Collected data
————
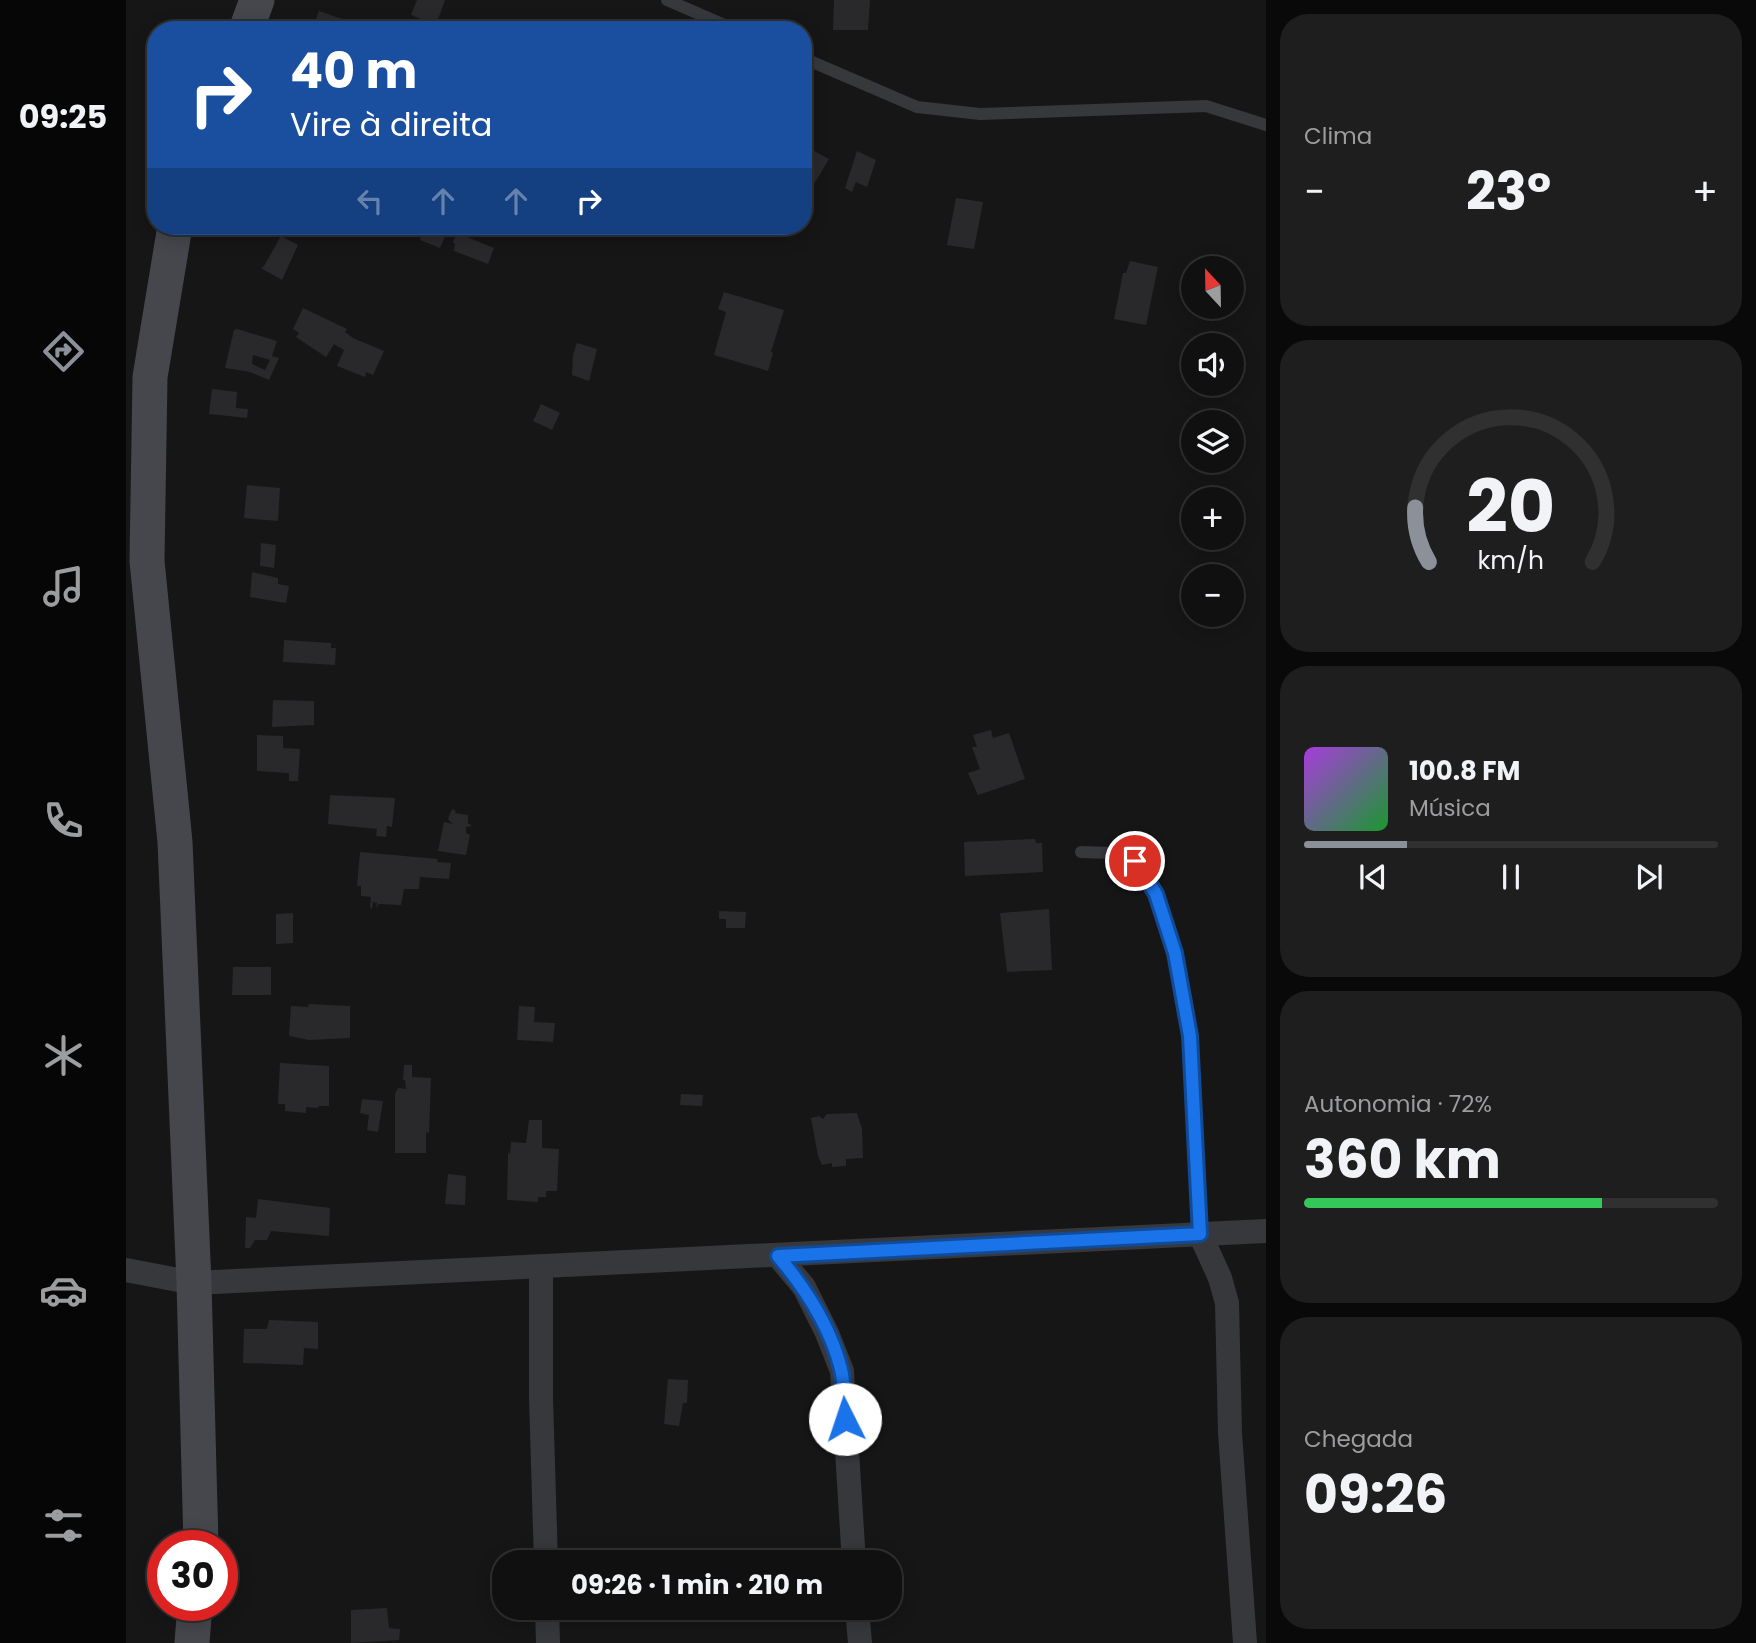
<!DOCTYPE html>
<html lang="pt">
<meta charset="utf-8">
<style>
:root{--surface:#101011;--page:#1e1e1f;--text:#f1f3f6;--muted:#9c9d9f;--line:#303031;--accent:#8c9099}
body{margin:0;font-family:Poppins,sans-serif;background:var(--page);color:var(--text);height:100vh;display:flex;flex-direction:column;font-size:26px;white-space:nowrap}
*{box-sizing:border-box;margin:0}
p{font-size:23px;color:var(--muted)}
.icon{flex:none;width:38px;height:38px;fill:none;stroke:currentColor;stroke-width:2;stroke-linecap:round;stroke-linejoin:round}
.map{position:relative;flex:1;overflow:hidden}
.panel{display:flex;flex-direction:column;gap:14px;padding:14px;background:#090909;width:490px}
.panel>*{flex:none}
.top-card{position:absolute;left:21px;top:21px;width:665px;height:214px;border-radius:28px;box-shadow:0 4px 18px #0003,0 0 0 2px var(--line);background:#1a4fa0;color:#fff;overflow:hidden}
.needle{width:46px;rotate:338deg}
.fabs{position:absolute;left:1055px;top:256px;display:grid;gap:14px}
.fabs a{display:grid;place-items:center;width:63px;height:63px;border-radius:50%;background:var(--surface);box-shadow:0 4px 18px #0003,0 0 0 2px var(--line);font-size:35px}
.speed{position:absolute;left:21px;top:1530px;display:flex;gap:14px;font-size:35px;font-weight:700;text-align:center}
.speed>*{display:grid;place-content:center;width:91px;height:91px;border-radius:50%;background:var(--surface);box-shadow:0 4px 18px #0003,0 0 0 2px var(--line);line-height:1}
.speed .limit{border:10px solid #d22;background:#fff;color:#111}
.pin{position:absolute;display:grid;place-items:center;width:60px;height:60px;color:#fff;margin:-30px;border:4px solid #fff;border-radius:50%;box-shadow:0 2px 7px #0007}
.me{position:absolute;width:77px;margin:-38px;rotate:356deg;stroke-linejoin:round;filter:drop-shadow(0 0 5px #0008)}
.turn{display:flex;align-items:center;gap:24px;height:147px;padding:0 28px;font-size:32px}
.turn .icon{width:91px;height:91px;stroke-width:2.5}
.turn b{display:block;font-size:49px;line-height:60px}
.lanes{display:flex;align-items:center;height:66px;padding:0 28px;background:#0003;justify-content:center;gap:35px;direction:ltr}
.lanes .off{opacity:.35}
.big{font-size:52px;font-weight:700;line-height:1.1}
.panel .widget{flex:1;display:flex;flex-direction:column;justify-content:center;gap:10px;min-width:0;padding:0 24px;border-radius:28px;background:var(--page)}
.panel .dial{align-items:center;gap:0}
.dial svg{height:182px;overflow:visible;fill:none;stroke:var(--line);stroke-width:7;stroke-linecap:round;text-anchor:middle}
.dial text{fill:var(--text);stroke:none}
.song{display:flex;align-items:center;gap:21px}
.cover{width:84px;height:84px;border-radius:10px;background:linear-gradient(135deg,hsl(280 70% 55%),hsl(130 70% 35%))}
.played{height:7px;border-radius:4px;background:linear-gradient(90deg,var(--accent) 25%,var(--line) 25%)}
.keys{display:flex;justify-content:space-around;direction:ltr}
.heat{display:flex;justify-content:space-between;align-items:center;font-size:38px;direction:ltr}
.charge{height:10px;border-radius:5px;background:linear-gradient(90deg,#34c759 72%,var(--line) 0)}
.trip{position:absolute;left:366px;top:1550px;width:410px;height:70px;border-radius:28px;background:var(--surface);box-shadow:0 4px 18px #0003,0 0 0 2px var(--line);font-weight:700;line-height:70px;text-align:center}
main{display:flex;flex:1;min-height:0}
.menu{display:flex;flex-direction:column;width:126px;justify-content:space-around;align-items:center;background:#060607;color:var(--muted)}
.menu .icon{width:49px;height:49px}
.menu .on{color:var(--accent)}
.menu b{font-size:32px;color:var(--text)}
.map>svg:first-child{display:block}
</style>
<main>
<nav class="menu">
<b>09:25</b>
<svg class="icon on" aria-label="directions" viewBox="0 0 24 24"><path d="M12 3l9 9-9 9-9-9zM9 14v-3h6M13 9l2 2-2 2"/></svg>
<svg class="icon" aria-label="music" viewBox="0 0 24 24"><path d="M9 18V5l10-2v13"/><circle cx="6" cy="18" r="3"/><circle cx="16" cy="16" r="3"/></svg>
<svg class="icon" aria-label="phone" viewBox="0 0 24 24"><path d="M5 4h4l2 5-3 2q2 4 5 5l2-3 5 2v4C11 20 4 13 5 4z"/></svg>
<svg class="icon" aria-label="climate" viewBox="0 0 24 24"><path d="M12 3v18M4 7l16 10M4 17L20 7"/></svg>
<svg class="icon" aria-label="car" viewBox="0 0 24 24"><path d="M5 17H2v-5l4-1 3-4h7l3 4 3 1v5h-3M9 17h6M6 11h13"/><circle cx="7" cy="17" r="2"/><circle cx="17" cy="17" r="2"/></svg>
<svg class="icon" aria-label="filters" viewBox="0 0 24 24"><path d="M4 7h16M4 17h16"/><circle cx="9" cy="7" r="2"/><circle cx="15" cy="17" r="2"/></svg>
</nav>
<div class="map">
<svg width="1140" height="1643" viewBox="0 0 1140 1643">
<rect width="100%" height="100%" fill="#161617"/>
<!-- building -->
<g fill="#29292b" fill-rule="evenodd">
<path d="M291,0H319L310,25L285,15Z"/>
<path d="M708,0H744L742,30H707Z"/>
<path d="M193,11L234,25L232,30H186Z"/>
<path d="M677,145L703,159L688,184L677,178Z"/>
<path d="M731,151L750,160L741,187L730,182L726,192L719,188Z"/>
<path d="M830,198L857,202L848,249L821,245Z"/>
<path d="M298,226L321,232L314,248L294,240Z"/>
<path d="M331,233L368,248L362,264L328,251L329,244L327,242Z"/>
<path d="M155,236L172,245L156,280L135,268L138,266Z"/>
<path d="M1004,261L1032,267L1020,325L988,319L997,273H1000Z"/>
<path d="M598,292L658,310L645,352L647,353L642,371L588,355L600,312L592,309Z"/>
<path d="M177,308L221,329L219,332L227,338L258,351L247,375L240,372L239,377L211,366L218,350L208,344L200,357L170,337L173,333L167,329Z"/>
<path d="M111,329L151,341L146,356L153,358L143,380L124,372L99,368L108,330ZM127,355L144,360L139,370L126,364Z"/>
<path d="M451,343L471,349L463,381L446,375L447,355Z"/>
<path d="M86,389L111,392L110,408L122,409L121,418L83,414Z"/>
<path d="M415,404L434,413L426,430L407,421Z"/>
<path d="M121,485L154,488L152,521L118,518Z"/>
<path d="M135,543L150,545L148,568L134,566Z"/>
<path d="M126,572L152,578V584L163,586L160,603L124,597Z"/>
<path d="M158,640L205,643V648H210L209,665L157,662Z"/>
<path d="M147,700L188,701V725L146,727Z"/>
<path d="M865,730L867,738L883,733L899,779L852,795L842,773L854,769L846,747H851L847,735Z"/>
<path d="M131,735L157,736V748L174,749L172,781H163V773L131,771Z"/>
<path d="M204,795L269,798L266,827L261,826L260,837L250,836L251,829L202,824Z"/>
<path d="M326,809L330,811L329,813L342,815V823L346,826L340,827V833L344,835L340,855L312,851L318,822L327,824L322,819Z"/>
<path d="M909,839L910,843H916L917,872L839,876L838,842Z"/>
<path d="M234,852L312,859L311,862L325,863L323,879L294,877L293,889H278L275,905L253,904L250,908L251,903L247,902L246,909L244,908L245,897L235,896V886H231Z"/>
<path d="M923,909L926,970L881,972L874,913Z"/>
<path d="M593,911L620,912L619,928H600V919H593Z"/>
<path d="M167,913V943L150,944V914Z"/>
<path d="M107,967H145V995H106Z"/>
<path d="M182,1004L224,1006V1038L183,1040L163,1036L165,1006L183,1007Z"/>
<path d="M393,1006L409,1007L408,1022L429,1023L427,1042L391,1040Z"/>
<path d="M154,1063L203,1066V1106H192V1108L180,1107V1113L159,1111V1104H152Z"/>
<path d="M278,1065H286V1077L305,1078L303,1133L300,1132V1153H269V1094L272,1088L280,1089L279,1080H277Z"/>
<path d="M555,1094L577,1095L576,1106L554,1105Z"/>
<path d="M236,1099L257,1101L252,1132L241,1130L243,1115L234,1113Z"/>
<path d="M731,1113L736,1129L737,1158L720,1159V1166L706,1167V1163L696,1165L692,1156L685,1118L693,1116L697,1119L701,1114Z"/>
<path d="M403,1120H416V1148L433,1149L431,1191H420V1197H412V1202L381,1200L382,1153L384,1154L385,1142L400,1143Z"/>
<path d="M322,1174L340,1176L339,1205L319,1204Z"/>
<path d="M132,1199L204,1208L203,1236L145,1231L141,1240H129L124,1248H119L120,1217L130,1218Z"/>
<path d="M143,1320L192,1322V1349L178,1348L177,1365L117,1363L118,1329H141Z"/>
<path d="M542,1379L562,1380L561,1403H557L553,1426L538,1424Z"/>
<path d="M261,1608L263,1628L274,1629L273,1640L225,1643V1610Z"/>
</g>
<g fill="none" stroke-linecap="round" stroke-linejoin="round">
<!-- lane -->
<g stroke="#37383c" stroke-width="12">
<path d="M541,0L610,30"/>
<path d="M677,58L791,107L854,114L1080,106L1140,125"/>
<path d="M955,852L986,853L1009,861L1030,894L1049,953L1064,1036L1074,1234"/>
</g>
<!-- street -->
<g stroke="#37383c" stroke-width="24">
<path d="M1074,1234L1094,1278L1101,1303L1104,1433L1119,1643"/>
<path d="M652,1256L678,1287L701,1333L716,1371L728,1563"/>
<path d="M415,1268V1398L420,1563"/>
<path d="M0,1270L68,1283L1140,1231"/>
<path d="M421,1608L422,1643"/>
<path d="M731,1608L734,1643"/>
</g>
<!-- secondary -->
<g stroke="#45474c" stroke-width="35">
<path d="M120,30L131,0"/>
<path d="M49,226L24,377L21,561L49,842L68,1283L75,1545"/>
<path d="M66,1643L69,1605"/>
</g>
</g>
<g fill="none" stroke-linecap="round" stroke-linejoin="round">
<!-- route casing -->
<g stroke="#114b97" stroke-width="18">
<path id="route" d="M719,1419C718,1403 719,1385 715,1369C704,1326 680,1289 652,1256L1074,1234L1064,1036L1049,953L1030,894L1009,861"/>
</g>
<!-- route -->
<use href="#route" stroke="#1a73e8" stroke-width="12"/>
</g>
</svg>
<div class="fabs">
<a><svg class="needle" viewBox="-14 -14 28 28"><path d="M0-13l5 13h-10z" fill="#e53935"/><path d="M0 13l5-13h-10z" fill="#9c9d9f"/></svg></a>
<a><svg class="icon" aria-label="sound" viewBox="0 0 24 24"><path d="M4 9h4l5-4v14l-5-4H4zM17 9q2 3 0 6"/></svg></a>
<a><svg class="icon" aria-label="layers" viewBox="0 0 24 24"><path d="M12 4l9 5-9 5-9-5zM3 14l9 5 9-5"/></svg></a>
<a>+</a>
<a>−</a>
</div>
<div class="speed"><div class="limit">30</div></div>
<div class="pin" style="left:1009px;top:861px;background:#d93025"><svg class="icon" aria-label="arrive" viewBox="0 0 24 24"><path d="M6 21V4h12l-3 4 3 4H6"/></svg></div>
<svg class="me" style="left:719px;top:1419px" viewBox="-20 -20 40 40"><circle r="19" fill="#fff"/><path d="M0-13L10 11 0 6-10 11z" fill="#1a73e8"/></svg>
<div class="trip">09:26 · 1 min · 210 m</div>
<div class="top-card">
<div class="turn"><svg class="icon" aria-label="right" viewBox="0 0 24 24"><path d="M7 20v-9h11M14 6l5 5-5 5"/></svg><div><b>40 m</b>Vire à direita</div></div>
<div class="lanes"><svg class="icon off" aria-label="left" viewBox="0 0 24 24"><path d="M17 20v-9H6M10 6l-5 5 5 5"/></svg><svg class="icon off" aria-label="ahead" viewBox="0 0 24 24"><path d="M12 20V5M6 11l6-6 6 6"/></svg><svg class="icon off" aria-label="ahead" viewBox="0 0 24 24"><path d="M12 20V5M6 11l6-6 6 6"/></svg><svg class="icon" aria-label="right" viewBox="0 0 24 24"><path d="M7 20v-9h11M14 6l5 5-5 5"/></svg></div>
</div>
</div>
<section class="panel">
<div class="widget"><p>Clima</p>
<div class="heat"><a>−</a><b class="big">23°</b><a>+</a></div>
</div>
<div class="widget dial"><svg viewBox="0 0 100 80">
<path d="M14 69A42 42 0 1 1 86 69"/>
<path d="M14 69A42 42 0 0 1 8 45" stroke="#8c9099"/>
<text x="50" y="56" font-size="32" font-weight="700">20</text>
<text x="50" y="72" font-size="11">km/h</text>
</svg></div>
<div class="widget">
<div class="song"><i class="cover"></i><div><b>100.8 FM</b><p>Música</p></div></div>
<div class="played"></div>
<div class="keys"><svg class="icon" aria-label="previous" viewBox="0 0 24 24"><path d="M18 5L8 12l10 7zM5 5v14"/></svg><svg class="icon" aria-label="pause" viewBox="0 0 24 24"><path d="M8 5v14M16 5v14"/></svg><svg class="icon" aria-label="next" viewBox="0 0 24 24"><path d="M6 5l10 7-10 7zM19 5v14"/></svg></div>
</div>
<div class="widget"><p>Autonomia · 72%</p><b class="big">360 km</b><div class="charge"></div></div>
<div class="widget"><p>Chegada</p><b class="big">09:26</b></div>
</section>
</main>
————
• _Task objective_: Whenever the word "size" shows up in a line, that line counts. Say how many lines of the data count, giving the number alone.

• _Answer below_: 11